There’s a common saying: if you want something done, give it to a busy person. And in my experience, both personally and in working with others, it seems to be true. Partly it’s because the most successful folk tend to be busy and therefore more efficient (by necessity) at building systems to avoid dropping the many balls they’re juggling. It’s a skill they have to practice every day – and like anything else, practice makes perfect.

But perhaps more counterintuitively, there’s another reason. The more reliable you are in hitting your deadlines, the more trust other people have in you. If you consistently prove that you get sh*t done – you’re a do-er, not just a talker – the result is that you’re likely to get far more opportunities coming your way.

Are successful people ever not busy?

But it’s a fine line. Keep on piling on the work and you risk getting overburdened and burnout. And there’s a difference between achieving what you want and just a ton of things.

Alan Lightman once wrote a book called ‘Einstein’s Dream’. It’s a collection of fictional stories that might have been told by the young Einstein during his many spare hours during his early career working as a patent clerk. In one story, people live forever. They are split into the Nows (who constantly learn, act and do things, eager to pack in as much as possible) and the Laters (who avoid rushing into, and therefore doing, anything much at all, because they have all the time in the world – so why start today?).

If you think about the way that you’re living your life today: are you approaching it as a Now or a Later? Because the most expensive resource that any of us has – by a long, long way – is our time. Material possessions, money, whatever – everything else can be earned or recovered when lost. But we’re still a long long way from being able to earn back even a small amount of any time that we’ve wasted.

Of course, as individuals, each of us values different things. But most of us aren’t clear on precisely what we want. So in the drive for success, we fill up our time with ‘busy’ work or improving our productivity. That’s rarely the answer though.
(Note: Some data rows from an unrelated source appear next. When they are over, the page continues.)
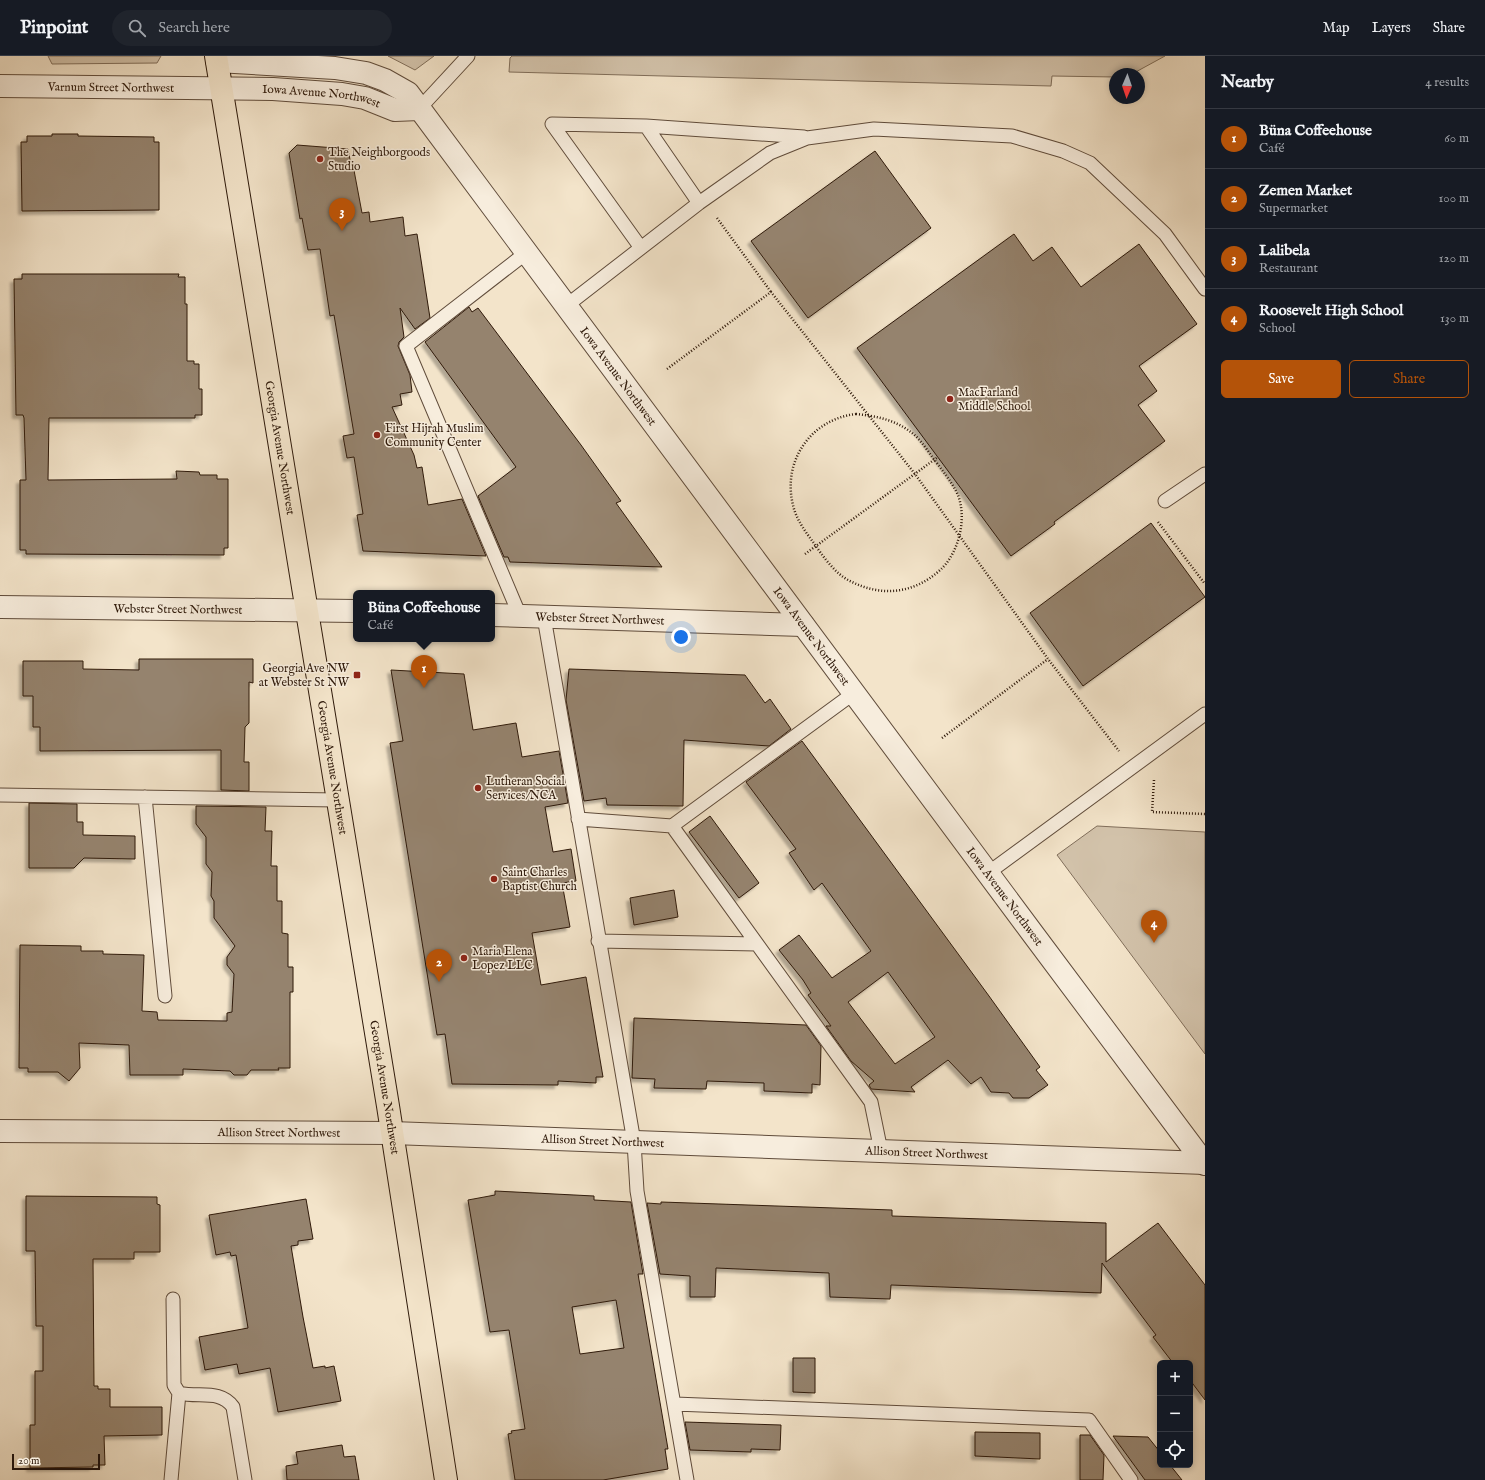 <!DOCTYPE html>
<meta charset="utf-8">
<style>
:root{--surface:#171b24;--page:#20242c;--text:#f1f3f6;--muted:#9ea1a6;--line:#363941;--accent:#b45309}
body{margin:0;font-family:"IM FELL English",serif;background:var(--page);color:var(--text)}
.controls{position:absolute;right:12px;bottom:12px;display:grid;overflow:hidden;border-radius:6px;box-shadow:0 2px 6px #0003}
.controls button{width:36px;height:36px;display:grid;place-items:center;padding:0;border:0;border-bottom:1px solid var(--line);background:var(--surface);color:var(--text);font:20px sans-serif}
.compass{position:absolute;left:1109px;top:12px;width:36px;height:36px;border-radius:50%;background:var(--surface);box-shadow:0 2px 6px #0003;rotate:182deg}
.scale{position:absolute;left:12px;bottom:10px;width:88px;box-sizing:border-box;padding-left:4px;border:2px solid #2f1a0b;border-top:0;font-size:11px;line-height:14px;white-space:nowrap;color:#2f1a0b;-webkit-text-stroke:3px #f7eddd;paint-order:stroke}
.you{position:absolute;left:681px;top:581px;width:14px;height:14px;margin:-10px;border:3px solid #fff;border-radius:50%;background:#1a73e8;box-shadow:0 0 0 6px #1a73e833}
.badge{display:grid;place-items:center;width:26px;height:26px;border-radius:50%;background:var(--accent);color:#fff;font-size:13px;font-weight:700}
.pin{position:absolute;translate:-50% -33px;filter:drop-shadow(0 1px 2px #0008)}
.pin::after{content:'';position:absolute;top:21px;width:14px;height:12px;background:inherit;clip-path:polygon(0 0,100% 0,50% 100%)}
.popup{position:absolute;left:353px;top:534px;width:142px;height:52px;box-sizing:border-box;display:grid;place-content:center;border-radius:6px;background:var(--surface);filter:drop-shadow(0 1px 3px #0005);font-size:13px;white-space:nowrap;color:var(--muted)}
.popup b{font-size:15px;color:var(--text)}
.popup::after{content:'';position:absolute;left:50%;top:100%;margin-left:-8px;border:8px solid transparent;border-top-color:var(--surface)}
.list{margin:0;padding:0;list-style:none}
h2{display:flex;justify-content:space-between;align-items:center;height:52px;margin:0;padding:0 16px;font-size:17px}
h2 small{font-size:13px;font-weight:400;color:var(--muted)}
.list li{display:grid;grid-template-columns:26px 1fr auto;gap:12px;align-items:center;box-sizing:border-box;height:60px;padding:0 16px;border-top:1px solid var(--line)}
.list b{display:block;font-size:15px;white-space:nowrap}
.list p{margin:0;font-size:13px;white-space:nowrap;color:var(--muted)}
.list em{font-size:13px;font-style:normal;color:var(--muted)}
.actions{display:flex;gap:8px;padding:12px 16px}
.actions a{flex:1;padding:9px 0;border:1px solid var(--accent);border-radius:6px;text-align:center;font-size:14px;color:var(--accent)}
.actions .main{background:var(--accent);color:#fff}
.icon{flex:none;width:22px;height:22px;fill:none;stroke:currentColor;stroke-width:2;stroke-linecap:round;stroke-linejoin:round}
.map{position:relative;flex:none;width:1205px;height:1424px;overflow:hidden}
header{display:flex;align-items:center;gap:24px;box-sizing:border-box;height:56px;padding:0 20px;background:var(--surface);border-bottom:1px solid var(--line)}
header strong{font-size:19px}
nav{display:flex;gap:22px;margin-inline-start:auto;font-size:14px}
.search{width:280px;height:36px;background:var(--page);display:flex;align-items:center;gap:10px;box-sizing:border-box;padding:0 14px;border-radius:22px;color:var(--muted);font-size:15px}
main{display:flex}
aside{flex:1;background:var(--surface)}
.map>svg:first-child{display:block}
</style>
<header>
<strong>Pinpoint</strong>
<div class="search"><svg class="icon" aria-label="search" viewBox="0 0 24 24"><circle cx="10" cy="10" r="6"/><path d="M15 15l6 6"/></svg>Search here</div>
<nav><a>Map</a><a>Layers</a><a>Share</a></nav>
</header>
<main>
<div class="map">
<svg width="1205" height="1424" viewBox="0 0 1205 1424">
<defs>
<filter id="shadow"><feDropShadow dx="-3.5" dy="3.5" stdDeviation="1" flood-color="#0004"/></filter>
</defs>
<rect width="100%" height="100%" fill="#f3e4ca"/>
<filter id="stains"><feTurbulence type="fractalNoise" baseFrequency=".005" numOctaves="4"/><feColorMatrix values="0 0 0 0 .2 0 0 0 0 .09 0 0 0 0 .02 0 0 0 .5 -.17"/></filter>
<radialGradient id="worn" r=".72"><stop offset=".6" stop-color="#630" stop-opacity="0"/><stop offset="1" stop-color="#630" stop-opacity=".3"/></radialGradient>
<!-- green -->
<path fill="#d2c2aa" stroke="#806e5a" d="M48,0H161L157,7L52,8Z
M388,0H434L415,14Z
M512,0H1165L1132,18H1115V21L1052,20L1051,30L509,16L510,2Z
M1097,770L1205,776V998L1057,799Z"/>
<!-- building -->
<path fill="#95836e" stroke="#2f1a0b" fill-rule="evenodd" filter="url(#shadow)" d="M52,78H78V80L154,81V86H159V154L22,155L21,86H27V80H52Z
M297,89L348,93L351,109H353L362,157L369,156L370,166L403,161L405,180L417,178L430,262L415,273L400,252L404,281L399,286L398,290L410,319L412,336L400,338L402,349L392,351L414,399L417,412L422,411L428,449L462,443L486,500L363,495L357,459L363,458L354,401L347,402L343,380L354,378L334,259L330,260L320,193L308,194L302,162L300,163L289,97Z
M875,95L931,172L808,262L751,185Z
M1014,178L1033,205L1052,191L1081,231L1139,188L1197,268L1139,310L1157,335L1138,349L1165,385L1054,466L1055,468L1011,500L857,292Z
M22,218H179L178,221H185V248H187V305H194V308H199V333H202V359H195V362H49L48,424L177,423L176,415L199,416L200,419H217V423H228V492H224V499L26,498V494H20V424H26L24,362L23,359H16L14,223H22Z
M469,251L472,256L478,252L581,389L621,445L616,447L662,511L510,506L508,501H504L478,440L516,411L425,286Z
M1151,467L1205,541L1083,630L1030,557Z
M139,603H253V627L249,626V667L245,671L244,706H249V735L221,734V694L40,695V671H33V640H23V605H83V613L139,614Z
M569,613L745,619L765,647L770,643L791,673L769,690L684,684L683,750L607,749L606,742L584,745L566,644Z
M391,614L464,618L473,674L516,667L522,701L559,695L568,747L545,751L553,796L571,793L576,825L562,827L570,871L532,877L541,929L586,921L603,1021H596V1027L558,1025V1029L452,1028L445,978L437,979L390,687L403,685Z
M802,685L989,940L1040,1011L1036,1014L1048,1029L1029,1042H1013L1009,1037L991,1036L981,1021L971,1028L948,1004L911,1031L915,1036L871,1033L869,1029L874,1025L851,1005L826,970H831L808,939L811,937L803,924L779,894L799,879L832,922L871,895L822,827L814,834L789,797L796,793L746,726ZM888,916L935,981L895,1008L848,946Z
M29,747L77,748V766H83V779L135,780V803L84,802L74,812H29Z
M196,750L266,751L265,775H272L271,810H277V845H282V877L288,878V911H293V936H290V1012H278L279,1014H251L247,1019H234L230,1015L183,1013V1019H130L129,989L79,987L80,1012L69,1025L58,1016H28V1012H19L20,889L81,890V895H103V898L144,899L142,955L157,956L158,964L227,965V957L232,956L234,918L227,909V901L235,890L214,862V845L211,840L212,816L206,808V781L196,768Z
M710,760L759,827L739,842L689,776Z
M674,834L678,861L634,869L630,842Z
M634,962L806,969L821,990L820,1029L812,1028V1037L764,1035V1027L707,1025L706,1033L654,1032L655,1023L632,1022Z
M495,1135L594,1140V1144L631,1146L643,1218H638L668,1393H665L668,1413L603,1424H515L508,1378L512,1377L511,1375L525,1373L517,1323L509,1274L490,1276L468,1144L495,1139ZM616,1244L624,1292L580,1298L572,1251Z
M26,1140L157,1141V1148L160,1149V1196H134V1203H93L94,1330H98V1333H110V1351H162V1379L104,1380L105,1409H93V1411L30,1412V1369H35V1315H43V1270H36L35,1195H26Z
M306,1143L313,1183L298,1185V1189L291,1190L303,1261L313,1312L325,1310V1312L334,1310L341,1345L278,1356L270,1312L239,1318L237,1308L205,1314L199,1281L248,1272L236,1199L231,1200L230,1196L216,1199L209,1159Z
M661,1146L892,1154V1160L1106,1167V1206L1158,1167L1205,1229V1344L1190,1324V1307H1173L1153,1281L1156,1279L1102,1207L1101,1237L891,1229L890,1243L830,1241L829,1217L716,1212L715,1241H690V1220L660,1218L647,1147L661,1148Z
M793,1302H815V1337L793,1336Z
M685,1366L781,1369L780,1394L751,1393V1396L690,1394Z
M975,1376L1040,1377V1403L975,1400Z
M1080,1379H1090L1104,1399L1103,1424H1080Z
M1113,1380L1148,1381L1160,1396V1409H1170L1182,1424H1145Z
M342,1389L344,1401L355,1400L359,1424H287L286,1410L298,1408L296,1396Z"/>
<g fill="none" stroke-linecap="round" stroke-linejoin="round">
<!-- service casing -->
<g stroke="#604c3b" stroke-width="15">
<path id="service" d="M419,53L468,0
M646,70L804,81
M641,192L552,68L646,70L699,147
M566,250L699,147L770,97L807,82L874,73L1012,80L1063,95L1090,107L1165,178L1205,233
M1165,445L1205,418
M520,560L406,290L526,197
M544,561L634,1086L637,1135L687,1424
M0,739L337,744
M145,741L165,940
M578,763L672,770L871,1046L881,1095
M672,770L854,637
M988,817L1205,658
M598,885L757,888
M173,1243L174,1329L179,1337C199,1342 220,1333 233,1351L245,1424
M675,1348L1089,1364L1131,1424
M171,1424L179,1337"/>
</g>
<!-- minor casing -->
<g stroke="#604c3b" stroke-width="24">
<g id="minor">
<path id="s1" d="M217,5L335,12L366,17L385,24L408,37L1033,878L1205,1108"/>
<path id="s2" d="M0,30L273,33L342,38L365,42L395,54L419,53"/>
<path id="s3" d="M0,551L356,555"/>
<path id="s4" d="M492,559L803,569"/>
</g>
</g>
<!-- tertiary casing -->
<g stroke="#604c3b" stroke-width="24">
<g id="tertiary">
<path id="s5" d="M0,1075L392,1077L1205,1107"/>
</g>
</g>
<!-- trunk casing -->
<g stroke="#2f1a0b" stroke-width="24">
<g id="trunk">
<path id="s6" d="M216,0L388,1050L446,1424"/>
</g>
</g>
<!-- path -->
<path stroke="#2f1a0b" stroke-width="2.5" stroke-dasharray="1 2" stroke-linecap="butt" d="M717,162L771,236
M667,313L771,236L915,418L1048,603L1119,695
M856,358C876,360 896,364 912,377C921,384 927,394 933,402C942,414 951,425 957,437C968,461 959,498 939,515C913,538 881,541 850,525C835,518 822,499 813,486C805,475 796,463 793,449C782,405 811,363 856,358Z
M1158,466L1205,528
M805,498L938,401
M942,682L1048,603
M1154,724L1152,756L1205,758"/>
<!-- service -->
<use href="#service" stroke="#f7eddd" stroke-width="13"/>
<!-- minor -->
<use href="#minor" stroke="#f7eddd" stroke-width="22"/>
<!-- tertiary -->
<use href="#tertiary" stroke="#f7eddd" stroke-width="22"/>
<!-- trunk -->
<use href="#trunk" stroke="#f3e4ca" stroke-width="22"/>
</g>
<!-- markers -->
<g fill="#8f2418" stroke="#f7eddd" stroke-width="1.5">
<circle cx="320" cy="103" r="4"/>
<circle cx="950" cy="343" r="4"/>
<circle cx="377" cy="379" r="4"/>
<rect x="353" y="615" width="8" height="8" rx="2"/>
<circle cx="478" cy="732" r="4"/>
<circle cx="494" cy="823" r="4"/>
<circle cx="464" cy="902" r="4"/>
</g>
<g text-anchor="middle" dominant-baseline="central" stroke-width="3" stroke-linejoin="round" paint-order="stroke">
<!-- street labels -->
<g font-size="12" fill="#2f1a0b" stroke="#f7eddd">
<text stroke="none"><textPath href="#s2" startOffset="111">Varnum Street Northwest</textPath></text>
<text stroke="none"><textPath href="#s2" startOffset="322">Iowa Avenue Northwest</textPath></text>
<text stroke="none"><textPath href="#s1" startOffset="549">Iowa Avenue Northwest</textPath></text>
<text stroke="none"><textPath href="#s6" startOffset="397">Georgia Avenue Northwest</textPath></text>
<text stroke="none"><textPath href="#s3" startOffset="178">Webster Street Northwest</textPath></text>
<text stroke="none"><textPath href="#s4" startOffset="108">Webster Street Northwest</textPath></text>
<text stroke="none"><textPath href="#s1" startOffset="873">Iowa Avenue Northwest</textPath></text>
<text stroke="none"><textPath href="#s6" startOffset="721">Georgia Avenue Northwest</textPath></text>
<text stroke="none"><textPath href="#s1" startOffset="1197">Iowa Avenue Northwest</textPath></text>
<text stroke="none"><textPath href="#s6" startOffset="1045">Georgia Avenue Northwest</textPath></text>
<text stroke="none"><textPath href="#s5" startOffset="279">Allison Street Northwest</textPath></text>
<text stroke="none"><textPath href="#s5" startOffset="603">Allison Street Northwest</textPath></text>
<text stroke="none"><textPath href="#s5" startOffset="927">Allison Street Northwest</textPath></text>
</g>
<!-- poi labels -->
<g font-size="12" fill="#2f1a0b" stroke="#f7eddd" text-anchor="start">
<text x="328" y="96">The Neighborgoods<tspan x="328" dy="14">Studio</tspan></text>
<text x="958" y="336">MacFarland<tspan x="958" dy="14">Middle School</tspan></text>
<text x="385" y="372">First Hijrah Muslim<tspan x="385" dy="14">Community Center</tspan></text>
<text x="349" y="612" text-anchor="end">Georgia Ave NW<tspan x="349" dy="14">at Webster St NW</tspan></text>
<text x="486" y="725">Lutheran Social<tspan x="486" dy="14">Services/NCA</tspan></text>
<text x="502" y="816">Saint Charles<tspan x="502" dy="14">Baptist Church</tspan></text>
<text x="472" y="895">Maria Elena<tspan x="472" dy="14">Lopez LLC</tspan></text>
</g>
</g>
<rect width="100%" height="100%" filter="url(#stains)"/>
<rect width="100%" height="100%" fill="url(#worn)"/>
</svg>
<div class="controls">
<button>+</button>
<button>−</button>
<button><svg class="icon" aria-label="locate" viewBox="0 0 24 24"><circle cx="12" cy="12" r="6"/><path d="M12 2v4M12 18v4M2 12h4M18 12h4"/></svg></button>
</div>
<svg class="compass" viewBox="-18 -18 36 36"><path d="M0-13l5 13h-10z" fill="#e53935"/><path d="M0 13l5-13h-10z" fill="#9ea1a6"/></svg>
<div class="scale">20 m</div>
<div class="you"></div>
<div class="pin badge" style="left:424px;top:632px">1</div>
<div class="popup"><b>Büna Coffeehouse</b>Café</div>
<div class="pin badge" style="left:439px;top:926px">2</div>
<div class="pin badge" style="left:342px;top:175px">3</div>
<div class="pin badge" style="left:1154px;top:887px">4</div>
</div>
<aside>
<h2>Nearby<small>4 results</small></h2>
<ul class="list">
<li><span class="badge">1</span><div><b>Büna Coffeehouse</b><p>Café</p></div><em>60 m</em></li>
<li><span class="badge">2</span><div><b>Zemen Market</b><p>Supermarket</p></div><em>100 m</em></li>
<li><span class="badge">3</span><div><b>Lalibela</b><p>Restaurant</p></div><em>120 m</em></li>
<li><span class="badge">4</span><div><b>Roosevelt High School</b><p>School</p></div><em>130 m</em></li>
</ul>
<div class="actions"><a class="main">Save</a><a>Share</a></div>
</aside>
</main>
First, as Stephen Covey once wrote:-

“If the ladder is not leaning against the right wall, every step we take just gets us to the wrong place faster”.

But it’s actually far worse than that. Because time is limited. And taking on more of the wrong kind of work just means that with every passing day, you’re not only using up more of the most valuable resource that you will ever possess but you’re also losing the benefit of time spent compounding progress on the work that you should have been carrying out in the first place.

Most of us are delusional. We live life like we’ll be around forever. Whereas it’s probably far better to approach life with the opposite attitude – that it could all be gone in an instant. So you might choose to go ahead and pile on all the work in the world in pursuit of success. But you’d better be damn sure that it’s bringing you closer to the things that you’re actually looking for.

As Charles Darwin put it:-

““A man who dares to waste an hour of time has not discovered the value of his life.”